ACTIVITY
Render every entry verbatim.

SUPPLIED RECORDS
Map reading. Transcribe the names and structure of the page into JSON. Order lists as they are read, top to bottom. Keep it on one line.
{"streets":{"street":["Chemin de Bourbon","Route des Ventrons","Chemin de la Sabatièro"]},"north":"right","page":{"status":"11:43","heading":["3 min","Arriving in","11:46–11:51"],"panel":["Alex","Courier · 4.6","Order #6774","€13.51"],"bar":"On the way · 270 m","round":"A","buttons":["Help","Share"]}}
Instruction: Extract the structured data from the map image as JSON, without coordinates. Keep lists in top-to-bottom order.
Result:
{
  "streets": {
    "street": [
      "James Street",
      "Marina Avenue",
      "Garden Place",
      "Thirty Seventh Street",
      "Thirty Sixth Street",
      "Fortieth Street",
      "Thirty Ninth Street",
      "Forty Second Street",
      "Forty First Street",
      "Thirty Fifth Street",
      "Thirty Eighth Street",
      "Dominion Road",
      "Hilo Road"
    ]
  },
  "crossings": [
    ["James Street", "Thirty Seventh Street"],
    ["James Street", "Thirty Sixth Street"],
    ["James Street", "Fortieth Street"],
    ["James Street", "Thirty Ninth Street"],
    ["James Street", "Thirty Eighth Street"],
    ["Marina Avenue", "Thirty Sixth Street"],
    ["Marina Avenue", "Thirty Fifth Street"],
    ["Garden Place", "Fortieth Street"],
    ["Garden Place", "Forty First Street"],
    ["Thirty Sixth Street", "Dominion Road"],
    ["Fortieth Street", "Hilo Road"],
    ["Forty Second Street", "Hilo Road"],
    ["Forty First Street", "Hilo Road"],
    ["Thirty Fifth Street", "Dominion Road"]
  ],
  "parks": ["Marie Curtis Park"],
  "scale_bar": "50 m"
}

TASK RESPONSE
Map reading. Transcribe the names and structure of the page into JSON. Order lists as they are read, top to bottom. Keep it on one line.
{"streets":{"street":["Chemin de Bourbon","Route des Ventrons","Chemin de la Sabatièro"]},"north":"right","page":{"status":"11:43","heading":["3 min","Arriving in","11:46–11:51"],"panel":["Alex","Courier · 4.6","Order #6774","€13.51"],"bar":"On the way · 270 m","round":"A","buttons":["Help","Share"]}}
Instruction: Extract the structured data from the map image as JSON, without coordinates. Keep lists in top-to-bottom order.
Result:
{
  "streets": {
    "street": [
      "James Street",
      "Marina Avenue",
      "Garden Place",
      "Thirty Seventh Street",
      "Thirty Sixth Street",
      "Fortieth Street",
      "Thirty Ninth Street",
      "Forty Second Street",
      "Forty First Street",
      "Thirty Fifth Street",
      "Thirty Eighth Street",
      "Dominion Road",
      "Hilo Road"
    ]
  },
  "crossings": [
    ["James Street", "Thirty Seventh Street"],
    ["James Street", "Thirty Sixth Street"],
    ["James Street", "Fortieth Street"],
    ["James Street", "Thirty Ninth Street"],
    ["James Street", "Thirty Eighth Street"],
    ["Marina Avenue", "Thirty Sixth Street"],
    ["Marina Avenue", "Thirty Fifth Street"],
    ["Garden Place", "Fortieth Street"],
    ["Garden Place", "Forty First Street"],
    ["Thirty Sixth Street", "Dominion Road"],
    ["Fortieth Street", "Hilo Road"],
    ["Forty Second Street", "Hilo Road"],
    ["Forty First Street", "Hilo Road"],
    ["Thirty Fifth Street", "Dominion Road"]
  ],
  "parks": ["Marie Curtis Park"],
  "scale_bar": "50 m"
}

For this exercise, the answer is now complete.